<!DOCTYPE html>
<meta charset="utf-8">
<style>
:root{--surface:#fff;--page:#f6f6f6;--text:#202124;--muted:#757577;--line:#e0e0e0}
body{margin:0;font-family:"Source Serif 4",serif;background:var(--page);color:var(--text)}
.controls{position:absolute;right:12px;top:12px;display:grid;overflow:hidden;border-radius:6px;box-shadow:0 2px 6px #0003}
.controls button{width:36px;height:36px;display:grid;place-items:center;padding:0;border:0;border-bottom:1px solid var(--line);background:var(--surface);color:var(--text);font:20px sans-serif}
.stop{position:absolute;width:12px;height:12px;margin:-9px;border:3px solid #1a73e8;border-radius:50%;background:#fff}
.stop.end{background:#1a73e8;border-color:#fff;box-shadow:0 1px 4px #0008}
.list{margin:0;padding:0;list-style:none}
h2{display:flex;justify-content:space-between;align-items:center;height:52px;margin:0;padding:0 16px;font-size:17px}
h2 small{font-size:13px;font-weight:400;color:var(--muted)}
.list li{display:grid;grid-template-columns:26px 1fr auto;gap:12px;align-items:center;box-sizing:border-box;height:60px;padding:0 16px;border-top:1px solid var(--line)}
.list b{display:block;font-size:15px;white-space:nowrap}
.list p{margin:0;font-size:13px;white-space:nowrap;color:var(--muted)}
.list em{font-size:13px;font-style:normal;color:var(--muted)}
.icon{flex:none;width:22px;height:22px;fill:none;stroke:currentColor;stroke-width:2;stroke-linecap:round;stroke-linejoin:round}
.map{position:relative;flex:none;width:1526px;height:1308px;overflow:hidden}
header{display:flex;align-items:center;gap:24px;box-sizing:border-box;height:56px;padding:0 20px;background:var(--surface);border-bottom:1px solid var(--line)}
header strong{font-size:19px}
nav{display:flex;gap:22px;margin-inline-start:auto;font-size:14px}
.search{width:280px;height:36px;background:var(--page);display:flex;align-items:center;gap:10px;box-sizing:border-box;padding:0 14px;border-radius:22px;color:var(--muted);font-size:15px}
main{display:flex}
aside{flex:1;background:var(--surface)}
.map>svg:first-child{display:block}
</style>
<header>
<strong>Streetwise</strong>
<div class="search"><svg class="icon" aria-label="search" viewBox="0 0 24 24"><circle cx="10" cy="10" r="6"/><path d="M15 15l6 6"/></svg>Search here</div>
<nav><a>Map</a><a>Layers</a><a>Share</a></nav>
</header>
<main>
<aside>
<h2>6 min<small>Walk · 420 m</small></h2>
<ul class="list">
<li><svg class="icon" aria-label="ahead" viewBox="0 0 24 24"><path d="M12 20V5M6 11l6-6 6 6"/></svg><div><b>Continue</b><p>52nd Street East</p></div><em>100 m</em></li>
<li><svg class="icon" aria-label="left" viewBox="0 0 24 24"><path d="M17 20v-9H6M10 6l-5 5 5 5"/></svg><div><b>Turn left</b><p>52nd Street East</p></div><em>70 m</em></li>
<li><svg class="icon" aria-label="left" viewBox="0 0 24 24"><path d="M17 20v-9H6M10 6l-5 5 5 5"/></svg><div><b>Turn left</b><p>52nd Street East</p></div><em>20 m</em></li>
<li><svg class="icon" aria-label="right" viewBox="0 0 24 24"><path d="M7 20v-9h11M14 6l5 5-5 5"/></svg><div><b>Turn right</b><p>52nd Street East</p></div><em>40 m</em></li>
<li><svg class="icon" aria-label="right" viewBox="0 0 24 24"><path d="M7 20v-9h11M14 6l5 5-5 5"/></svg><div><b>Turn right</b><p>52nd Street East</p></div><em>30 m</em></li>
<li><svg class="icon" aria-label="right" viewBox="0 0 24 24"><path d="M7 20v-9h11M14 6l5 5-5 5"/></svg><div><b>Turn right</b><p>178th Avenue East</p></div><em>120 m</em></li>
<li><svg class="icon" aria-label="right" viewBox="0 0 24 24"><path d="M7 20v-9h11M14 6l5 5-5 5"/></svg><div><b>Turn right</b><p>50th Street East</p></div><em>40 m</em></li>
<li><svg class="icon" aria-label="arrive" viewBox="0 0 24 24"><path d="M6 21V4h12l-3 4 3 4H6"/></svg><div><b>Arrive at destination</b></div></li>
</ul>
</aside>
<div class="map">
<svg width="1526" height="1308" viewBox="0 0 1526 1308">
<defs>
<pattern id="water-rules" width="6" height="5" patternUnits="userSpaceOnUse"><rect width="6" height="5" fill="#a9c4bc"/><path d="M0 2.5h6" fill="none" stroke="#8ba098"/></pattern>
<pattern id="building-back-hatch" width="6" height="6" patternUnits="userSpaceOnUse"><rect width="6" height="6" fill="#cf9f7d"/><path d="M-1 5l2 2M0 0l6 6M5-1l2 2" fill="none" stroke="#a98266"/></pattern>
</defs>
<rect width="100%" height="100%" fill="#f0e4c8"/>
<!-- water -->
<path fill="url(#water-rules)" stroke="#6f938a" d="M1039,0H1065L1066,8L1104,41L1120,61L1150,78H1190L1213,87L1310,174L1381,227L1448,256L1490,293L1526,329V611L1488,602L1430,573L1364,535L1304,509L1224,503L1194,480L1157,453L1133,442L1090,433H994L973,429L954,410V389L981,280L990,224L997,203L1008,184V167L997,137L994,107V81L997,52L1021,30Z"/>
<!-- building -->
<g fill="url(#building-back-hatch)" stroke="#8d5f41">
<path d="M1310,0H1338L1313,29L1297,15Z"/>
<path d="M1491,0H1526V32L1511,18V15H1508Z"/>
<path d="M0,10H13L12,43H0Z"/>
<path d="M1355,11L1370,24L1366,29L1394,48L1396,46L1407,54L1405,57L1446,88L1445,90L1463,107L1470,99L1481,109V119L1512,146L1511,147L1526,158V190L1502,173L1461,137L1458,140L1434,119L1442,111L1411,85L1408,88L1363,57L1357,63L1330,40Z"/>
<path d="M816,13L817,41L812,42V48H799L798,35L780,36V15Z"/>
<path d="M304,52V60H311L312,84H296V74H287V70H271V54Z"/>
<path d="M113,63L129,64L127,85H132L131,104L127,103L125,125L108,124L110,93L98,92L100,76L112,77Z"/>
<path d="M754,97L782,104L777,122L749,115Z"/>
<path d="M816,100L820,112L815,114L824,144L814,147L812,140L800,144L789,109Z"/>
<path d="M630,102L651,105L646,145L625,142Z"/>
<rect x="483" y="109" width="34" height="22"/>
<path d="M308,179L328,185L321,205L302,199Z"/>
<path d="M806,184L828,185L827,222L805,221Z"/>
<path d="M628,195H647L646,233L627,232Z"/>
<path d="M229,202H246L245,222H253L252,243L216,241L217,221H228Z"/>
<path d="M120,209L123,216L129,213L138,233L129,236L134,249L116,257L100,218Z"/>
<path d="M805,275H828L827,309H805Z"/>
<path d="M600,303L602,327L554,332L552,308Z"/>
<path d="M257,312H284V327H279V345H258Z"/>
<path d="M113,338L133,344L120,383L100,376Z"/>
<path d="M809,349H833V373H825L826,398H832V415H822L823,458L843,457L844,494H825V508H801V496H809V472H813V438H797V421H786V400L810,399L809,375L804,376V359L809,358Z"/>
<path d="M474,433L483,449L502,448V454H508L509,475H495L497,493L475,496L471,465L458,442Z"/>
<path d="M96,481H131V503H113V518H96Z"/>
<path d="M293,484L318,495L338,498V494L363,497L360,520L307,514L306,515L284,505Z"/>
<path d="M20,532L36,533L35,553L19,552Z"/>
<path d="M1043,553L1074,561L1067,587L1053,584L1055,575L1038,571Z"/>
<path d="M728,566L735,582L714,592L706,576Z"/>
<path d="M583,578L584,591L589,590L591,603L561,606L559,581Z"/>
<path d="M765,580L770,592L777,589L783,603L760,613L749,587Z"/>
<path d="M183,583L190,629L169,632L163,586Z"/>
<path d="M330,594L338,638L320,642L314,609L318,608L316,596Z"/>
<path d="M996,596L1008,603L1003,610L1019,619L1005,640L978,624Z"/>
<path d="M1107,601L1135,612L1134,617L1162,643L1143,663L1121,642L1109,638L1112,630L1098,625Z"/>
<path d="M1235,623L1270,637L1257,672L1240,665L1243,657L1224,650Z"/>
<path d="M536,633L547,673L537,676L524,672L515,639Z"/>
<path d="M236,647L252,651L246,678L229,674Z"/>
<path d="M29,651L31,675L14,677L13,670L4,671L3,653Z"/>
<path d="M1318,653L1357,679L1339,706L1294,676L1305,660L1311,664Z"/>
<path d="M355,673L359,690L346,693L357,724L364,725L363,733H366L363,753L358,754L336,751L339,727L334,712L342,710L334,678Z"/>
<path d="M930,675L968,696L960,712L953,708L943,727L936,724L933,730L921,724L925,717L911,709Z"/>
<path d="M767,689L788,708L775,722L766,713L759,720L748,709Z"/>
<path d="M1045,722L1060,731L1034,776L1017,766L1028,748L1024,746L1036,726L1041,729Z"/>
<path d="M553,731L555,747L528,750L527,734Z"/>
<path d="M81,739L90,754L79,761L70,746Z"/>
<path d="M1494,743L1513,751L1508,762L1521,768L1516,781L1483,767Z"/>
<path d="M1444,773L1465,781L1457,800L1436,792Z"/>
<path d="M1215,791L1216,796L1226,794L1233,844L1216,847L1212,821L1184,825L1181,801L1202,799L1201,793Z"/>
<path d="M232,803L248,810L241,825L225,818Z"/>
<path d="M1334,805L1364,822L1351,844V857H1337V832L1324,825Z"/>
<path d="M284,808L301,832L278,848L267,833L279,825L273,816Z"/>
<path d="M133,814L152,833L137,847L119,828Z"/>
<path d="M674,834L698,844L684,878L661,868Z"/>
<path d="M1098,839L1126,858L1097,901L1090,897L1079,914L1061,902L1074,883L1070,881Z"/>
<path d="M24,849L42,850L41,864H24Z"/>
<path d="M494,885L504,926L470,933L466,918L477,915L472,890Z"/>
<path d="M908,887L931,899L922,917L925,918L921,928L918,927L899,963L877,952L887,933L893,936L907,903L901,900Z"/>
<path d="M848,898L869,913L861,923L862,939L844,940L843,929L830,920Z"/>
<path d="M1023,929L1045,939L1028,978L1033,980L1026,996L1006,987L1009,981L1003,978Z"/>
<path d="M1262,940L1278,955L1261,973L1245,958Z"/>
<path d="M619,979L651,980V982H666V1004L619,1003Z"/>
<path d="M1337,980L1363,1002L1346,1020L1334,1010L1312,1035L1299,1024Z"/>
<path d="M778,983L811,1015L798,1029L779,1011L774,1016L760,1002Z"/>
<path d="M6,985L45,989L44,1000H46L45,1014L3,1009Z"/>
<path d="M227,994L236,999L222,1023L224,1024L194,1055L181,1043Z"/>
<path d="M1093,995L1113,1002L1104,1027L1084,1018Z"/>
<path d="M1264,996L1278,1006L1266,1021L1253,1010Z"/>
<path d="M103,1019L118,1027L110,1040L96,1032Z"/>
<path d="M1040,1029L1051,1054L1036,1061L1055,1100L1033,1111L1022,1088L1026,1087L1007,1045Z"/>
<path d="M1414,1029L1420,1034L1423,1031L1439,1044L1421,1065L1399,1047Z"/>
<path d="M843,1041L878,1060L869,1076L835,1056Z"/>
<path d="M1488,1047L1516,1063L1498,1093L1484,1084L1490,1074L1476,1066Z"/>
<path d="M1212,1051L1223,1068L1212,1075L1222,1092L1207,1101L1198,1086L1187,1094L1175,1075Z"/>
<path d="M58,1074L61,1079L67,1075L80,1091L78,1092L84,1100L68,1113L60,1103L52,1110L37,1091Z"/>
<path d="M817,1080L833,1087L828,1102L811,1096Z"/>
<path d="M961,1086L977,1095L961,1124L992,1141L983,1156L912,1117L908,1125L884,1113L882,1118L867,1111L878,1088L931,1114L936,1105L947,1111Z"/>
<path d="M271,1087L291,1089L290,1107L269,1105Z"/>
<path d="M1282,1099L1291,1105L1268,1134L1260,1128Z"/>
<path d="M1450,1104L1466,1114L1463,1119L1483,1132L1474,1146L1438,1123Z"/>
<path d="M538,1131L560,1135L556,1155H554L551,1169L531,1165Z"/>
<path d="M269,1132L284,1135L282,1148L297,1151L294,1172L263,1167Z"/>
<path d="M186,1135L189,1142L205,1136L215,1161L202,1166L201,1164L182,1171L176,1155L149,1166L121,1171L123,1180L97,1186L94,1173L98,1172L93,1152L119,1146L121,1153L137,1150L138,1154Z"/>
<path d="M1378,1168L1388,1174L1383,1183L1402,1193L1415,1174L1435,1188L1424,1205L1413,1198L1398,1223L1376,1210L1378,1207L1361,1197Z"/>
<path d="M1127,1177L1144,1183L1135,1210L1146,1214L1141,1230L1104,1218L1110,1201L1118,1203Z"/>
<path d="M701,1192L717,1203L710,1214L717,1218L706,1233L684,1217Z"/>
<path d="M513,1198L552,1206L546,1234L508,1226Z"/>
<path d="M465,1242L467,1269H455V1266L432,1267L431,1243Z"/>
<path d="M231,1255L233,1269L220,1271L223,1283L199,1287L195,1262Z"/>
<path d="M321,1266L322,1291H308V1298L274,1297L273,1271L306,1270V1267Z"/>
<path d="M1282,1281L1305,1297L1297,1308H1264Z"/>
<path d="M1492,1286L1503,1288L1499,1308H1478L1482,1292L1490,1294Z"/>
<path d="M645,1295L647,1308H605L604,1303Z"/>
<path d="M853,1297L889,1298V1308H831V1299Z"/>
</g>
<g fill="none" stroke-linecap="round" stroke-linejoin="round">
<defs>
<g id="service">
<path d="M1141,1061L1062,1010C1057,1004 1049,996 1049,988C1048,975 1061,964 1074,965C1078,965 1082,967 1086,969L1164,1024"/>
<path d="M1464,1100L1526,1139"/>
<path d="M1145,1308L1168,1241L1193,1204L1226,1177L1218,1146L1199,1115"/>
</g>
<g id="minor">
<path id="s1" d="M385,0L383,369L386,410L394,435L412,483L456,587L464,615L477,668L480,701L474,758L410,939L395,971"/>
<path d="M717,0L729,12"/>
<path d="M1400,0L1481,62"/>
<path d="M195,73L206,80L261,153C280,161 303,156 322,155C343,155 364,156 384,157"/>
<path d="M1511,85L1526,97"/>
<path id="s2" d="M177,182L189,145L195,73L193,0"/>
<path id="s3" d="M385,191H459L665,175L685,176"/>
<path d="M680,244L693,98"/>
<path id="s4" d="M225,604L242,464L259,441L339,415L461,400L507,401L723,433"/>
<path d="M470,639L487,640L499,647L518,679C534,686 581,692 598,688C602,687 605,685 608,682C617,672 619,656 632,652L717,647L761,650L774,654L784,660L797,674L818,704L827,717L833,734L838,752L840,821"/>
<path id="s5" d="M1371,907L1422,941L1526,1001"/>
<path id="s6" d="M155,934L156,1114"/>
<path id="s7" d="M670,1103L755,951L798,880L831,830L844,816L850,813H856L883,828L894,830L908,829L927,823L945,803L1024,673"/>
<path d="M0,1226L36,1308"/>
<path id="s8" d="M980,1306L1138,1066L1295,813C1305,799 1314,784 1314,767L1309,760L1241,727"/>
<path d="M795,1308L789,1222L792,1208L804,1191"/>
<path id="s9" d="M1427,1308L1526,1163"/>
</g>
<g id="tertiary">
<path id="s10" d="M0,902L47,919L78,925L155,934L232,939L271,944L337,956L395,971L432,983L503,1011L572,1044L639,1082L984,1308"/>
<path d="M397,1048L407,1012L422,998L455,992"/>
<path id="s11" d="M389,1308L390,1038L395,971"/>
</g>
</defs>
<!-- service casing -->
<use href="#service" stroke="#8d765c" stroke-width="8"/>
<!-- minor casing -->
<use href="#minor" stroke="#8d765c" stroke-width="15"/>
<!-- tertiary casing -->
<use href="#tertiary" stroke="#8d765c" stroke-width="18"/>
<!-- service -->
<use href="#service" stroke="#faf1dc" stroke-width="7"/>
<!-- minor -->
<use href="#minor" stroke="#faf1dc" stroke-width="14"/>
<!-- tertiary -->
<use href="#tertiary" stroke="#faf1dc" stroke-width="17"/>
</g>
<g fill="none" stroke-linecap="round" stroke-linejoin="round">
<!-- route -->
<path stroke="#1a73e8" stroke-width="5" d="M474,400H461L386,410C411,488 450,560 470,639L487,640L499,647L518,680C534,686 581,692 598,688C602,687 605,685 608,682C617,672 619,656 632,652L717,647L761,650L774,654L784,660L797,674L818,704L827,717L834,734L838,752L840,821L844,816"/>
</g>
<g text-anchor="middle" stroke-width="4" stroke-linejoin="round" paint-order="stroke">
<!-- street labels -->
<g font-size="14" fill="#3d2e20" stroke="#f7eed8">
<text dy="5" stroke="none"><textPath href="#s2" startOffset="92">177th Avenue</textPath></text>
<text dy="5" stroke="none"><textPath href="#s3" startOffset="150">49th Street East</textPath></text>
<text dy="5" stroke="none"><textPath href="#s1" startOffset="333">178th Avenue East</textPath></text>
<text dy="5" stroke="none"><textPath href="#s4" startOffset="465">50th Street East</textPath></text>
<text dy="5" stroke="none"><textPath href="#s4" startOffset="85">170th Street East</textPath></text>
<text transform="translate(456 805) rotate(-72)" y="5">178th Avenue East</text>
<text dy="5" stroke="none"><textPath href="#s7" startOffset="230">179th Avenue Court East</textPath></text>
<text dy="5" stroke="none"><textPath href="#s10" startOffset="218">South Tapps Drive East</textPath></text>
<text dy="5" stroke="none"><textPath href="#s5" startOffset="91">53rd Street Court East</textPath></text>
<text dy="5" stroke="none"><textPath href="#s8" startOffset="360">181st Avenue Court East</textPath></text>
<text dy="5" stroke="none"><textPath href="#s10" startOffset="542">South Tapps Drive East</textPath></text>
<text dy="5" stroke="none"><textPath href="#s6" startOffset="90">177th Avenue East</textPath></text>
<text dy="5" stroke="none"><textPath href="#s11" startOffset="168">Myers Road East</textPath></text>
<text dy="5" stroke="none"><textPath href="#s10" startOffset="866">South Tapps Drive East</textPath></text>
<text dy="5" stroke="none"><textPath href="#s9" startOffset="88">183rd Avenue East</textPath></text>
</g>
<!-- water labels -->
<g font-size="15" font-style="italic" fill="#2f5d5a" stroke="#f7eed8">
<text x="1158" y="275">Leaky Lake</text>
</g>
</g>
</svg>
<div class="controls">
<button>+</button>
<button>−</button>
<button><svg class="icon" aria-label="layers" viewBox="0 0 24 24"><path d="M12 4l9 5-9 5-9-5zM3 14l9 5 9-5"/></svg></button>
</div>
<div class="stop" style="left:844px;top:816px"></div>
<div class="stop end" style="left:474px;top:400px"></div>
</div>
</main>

◇ ◇ ◇ ◇ ◇

■ **Task directions**: List every line in the records above that contains the word "shadow".

■ **Written answer**:
.controls{position:absolute;right:12px;top:12px;display:grid;overflow:hidden;border-radius:6px;box-shadow:0 2px 6px #0003}
.stop.end{background:#1a73e8;border-color:#fff;box-shadow:0 1px 4px #0008}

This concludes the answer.